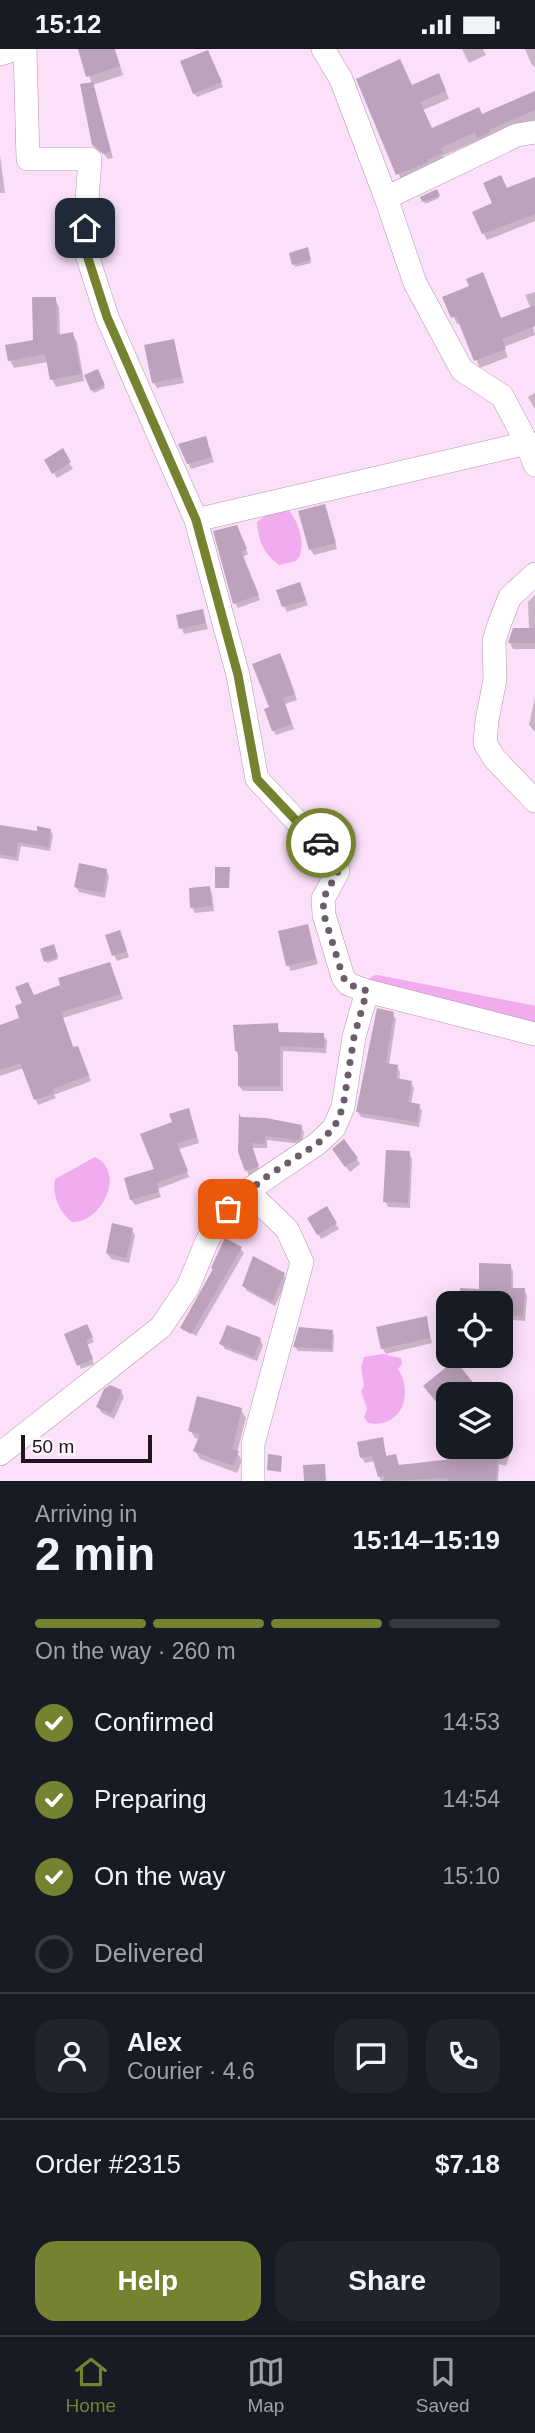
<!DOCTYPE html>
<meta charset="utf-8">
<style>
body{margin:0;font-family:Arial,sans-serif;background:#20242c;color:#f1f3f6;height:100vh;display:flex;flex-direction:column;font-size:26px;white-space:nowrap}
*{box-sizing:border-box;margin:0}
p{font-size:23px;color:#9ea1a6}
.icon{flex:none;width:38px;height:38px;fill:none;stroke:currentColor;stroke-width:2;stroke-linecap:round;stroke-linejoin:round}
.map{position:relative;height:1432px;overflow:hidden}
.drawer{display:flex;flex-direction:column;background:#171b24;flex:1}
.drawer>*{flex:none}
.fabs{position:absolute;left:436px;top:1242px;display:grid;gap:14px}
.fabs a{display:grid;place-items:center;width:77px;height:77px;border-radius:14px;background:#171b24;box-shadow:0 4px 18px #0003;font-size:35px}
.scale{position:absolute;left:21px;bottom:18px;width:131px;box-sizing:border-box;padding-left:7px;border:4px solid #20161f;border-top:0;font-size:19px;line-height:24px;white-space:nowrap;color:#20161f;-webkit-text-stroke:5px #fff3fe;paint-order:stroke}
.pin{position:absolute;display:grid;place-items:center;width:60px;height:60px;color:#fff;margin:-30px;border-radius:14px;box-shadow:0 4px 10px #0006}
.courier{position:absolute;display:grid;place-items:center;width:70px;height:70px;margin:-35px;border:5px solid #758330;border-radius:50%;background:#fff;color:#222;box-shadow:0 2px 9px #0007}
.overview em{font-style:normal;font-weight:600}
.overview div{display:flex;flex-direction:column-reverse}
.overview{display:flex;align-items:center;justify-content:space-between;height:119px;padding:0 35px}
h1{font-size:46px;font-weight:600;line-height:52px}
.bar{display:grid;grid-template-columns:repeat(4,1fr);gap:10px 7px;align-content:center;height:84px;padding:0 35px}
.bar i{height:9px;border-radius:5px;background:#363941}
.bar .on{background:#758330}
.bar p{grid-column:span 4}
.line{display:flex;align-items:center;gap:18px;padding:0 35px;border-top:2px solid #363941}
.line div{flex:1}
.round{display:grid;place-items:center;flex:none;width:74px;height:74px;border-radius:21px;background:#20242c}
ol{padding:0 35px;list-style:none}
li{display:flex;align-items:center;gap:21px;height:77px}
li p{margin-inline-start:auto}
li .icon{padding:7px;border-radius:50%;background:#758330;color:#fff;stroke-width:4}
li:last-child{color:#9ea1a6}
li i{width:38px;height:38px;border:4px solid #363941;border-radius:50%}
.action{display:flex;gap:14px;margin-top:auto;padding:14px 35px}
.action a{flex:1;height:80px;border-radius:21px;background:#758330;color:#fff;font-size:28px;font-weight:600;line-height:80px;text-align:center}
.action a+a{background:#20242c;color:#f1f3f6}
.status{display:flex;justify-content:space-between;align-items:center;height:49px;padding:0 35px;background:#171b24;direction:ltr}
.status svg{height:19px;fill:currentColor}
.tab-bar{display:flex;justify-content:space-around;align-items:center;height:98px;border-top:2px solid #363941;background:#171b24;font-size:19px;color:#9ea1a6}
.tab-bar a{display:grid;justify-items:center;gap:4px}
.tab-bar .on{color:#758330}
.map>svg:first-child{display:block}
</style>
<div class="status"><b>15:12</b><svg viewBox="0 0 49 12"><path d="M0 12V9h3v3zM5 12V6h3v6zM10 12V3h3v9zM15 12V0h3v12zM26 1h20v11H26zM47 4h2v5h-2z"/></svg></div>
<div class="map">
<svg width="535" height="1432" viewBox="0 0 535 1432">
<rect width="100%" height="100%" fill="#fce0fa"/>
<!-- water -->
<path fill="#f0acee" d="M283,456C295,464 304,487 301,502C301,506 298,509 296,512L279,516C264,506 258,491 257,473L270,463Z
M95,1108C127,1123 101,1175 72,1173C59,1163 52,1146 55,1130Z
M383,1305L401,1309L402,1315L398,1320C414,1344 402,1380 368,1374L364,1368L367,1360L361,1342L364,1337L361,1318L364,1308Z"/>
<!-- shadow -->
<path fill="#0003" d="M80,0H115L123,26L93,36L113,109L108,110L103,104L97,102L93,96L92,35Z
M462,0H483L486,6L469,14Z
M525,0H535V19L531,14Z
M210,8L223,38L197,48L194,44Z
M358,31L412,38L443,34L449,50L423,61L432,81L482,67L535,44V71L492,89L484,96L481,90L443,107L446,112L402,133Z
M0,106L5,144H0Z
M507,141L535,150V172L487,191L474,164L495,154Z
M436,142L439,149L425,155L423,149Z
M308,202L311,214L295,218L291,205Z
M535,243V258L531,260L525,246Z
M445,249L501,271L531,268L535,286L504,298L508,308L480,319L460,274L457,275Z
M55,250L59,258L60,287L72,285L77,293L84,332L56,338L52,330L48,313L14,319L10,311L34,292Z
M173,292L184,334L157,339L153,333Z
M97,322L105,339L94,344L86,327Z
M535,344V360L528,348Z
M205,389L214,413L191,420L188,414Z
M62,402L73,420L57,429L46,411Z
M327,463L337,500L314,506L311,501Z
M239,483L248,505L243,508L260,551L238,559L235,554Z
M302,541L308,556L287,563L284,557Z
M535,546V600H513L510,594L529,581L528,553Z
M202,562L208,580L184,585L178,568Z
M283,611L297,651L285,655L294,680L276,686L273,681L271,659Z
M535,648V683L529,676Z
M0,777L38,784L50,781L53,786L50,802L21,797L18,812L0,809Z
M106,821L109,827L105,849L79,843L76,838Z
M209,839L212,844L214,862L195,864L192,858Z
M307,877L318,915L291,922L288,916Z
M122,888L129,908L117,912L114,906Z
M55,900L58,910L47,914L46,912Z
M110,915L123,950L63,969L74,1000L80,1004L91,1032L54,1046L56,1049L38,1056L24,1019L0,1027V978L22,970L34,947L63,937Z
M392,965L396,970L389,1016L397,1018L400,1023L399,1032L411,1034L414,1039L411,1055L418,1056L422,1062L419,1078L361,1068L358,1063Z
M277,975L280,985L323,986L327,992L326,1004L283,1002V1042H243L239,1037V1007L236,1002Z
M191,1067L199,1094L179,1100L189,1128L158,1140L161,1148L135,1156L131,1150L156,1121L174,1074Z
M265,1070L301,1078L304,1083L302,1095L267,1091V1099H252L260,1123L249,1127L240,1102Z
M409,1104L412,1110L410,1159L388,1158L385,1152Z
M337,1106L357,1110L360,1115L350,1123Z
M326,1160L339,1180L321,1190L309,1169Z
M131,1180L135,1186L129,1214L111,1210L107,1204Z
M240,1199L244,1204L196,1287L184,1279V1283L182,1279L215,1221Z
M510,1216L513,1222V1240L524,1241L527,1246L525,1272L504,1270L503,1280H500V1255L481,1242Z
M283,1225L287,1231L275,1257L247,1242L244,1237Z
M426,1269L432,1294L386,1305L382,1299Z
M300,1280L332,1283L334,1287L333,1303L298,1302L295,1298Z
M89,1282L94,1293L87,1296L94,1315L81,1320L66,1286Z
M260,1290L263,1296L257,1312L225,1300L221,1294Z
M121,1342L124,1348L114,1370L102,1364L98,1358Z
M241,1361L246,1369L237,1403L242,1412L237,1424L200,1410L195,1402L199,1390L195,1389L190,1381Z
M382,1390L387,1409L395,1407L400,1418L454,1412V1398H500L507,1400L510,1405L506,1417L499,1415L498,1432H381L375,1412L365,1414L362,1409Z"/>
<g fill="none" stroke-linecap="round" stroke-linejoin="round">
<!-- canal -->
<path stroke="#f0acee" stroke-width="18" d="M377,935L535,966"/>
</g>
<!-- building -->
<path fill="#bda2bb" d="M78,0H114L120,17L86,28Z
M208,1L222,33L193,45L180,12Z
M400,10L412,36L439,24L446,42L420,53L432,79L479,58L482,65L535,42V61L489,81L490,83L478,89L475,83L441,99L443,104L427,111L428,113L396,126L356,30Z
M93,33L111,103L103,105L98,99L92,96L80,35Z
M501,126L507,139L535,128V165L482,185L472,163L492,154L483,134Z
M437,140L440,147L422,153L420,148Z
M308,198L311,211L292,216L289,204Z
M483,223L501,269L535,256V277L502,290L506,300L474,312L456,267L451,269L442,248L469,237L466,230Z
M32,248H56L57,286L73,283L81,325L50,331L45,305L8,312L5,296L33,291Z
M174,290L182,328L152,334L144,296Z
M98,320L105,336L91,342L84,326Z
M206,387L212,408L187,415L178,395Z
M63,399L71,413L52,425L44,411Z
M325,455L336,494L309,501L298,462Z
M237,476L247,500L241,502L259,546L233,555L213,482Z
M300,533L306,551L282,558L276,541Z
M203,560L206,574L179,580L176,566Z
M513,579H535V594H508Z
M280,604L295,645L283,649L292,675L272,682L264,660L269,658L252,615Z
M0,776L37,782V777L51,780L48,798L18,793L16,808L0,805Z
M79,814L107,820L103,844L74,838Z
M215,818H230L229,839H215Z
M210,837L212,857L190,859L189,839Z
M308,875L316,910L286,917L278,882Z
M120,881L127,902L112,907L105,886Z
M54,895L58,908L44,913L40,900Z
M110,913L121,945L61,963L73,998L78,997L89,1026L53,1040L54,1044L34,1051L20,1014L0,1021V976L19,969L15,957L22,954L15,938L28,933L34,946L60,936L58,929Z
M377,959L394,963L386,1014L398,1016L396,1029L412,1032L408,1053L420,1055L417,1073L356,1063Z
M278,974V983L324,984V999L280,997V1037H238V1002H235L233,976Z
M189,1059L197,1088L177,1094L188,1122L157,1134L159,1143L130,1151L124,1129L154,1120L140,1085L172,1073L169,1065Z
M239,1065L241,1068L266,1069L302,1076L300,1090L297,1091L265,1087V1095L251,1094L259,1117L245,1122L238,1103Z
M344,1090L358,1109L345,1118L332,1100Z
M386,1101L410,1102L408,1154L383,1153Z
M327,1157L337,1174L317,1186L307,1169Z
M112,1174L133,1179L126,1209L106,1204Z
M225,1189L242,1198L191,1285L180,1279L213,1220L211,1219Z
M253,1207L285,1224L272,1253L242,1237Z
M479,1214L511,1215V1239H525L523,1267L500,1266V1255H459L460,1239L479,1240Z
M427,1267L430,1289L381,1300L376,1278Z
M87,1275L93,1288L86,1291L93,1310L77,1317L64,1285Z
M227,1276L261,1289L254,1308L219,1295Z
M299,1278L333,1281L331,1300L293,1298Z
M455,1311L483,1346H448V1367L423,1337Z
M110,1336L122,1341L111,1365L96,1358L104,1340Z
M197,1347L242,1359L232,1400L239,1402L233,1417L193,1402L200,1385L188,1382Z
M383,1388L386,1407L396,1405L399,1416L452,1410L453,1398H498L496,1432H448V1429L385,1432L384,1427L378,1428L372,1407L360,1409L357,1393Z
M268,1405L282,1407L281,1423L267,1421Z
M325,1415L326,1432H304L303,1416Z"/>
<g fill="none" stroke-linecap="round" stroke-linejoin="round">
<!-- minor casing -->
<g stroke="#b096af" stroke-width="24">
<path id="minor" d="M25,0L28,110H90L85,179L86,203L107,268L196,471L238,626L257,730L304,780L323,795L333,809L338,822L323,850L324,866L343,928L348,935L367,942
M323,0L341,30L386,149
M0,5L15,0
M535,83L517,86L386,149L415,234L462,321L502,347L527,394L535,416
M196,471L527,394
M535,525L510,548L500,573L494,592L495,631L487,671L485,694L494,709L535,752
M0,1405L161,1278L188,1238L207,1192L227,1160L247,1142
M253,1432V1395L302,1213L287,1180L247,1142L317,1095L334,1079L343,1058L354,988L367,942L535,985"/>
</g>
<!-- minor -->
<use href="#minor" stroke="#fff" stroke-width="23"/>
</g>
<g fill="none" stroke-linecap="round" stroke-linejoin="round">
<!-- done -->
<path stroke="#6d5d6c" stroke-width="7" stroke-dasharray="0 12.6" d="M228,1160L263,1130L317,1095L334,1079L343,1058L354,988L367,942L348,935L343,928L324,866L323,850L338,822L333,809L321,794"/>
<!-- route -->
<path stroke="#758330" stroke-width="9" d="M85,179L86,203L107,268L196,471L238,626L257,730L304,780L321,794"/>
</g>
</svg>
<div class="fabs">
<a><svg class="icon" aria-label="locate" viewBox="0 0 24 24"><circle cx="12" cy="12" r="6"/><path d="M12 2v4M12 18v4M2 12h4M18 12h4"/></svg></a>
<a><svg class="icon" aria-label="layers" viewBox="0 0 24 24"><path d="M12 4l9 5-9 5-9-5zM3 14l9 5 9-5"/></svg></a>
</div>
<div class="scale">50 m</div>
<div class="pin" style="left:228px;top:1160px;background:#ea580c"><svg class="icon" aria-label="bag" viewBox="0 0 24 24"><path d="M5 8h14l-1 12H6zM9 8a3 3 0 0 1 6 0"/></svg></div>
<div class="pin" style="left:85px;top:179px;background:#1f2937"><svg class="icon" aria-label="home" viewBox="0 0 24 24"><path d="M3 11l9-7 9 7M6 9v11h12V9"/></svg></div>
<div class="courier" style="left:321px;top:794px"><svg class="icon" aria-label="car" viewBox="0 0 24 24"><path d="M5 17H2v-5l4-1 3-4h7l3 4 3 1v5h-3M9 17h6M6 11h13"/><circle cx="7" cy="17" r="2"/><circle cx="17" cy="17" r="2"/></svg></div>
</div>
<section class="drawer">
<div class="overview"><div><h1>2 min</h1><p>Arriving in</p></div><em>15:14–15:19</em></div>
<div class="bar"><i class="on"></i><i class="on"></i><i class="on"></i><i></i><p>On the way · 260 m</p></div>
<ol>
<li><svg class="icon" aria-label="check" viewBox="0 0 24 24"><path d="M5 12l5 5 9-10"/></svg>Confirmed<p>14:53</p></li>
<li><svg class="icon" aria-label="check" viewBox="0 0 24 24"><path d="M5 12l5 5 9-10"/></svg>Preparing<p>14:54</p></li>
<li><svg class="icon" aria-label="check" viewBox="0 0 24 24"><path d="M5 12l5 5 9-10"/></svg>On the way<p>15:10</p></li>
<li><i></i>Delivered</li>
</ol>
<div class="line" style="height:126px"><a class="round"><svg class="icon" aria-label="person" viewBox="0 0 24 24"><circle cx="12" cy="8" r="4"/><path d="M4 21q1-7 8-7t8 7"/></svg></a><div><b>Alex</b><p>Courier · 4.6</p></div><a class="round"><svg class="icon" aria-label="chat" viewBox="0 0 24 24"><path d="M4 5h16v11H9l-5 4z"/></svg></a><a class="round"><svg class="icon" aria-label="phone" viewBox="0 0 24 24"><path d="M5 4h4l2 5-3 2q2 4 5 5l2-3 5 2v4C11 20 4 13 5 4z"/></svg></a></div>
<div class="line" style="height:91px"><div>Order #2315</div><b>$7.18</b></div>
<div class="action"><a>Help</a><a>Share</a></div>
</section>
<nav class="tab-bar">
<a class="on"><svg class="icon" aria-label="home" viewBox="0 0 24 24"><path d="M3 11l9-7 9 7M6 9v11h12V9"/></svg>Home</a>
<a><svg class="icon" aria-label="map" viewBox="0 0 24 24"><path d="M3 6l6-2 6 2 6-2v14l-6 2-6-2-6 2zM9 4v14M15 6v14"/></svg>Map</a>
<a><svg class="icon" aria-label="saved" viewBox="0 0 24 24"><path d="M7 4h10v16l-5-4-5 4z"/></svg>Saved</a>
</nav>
##########
> **WHAT IS EXPECTED**: Among the lines above, find those with the string "overview" and copy them.

> **TASK SOLUTION**:
.overview em{font-style:normal;font-weight:600}
.overview div{display:flex;flex-direction:column-reverse}
.overview{display:flex;align-items:center;justify-content:space-between;height:119px;padding:0 35px}
<div class="overview"><div><h1>2 min</h1><p>Arriving in</p></div><em>15:14–15:19</em></div>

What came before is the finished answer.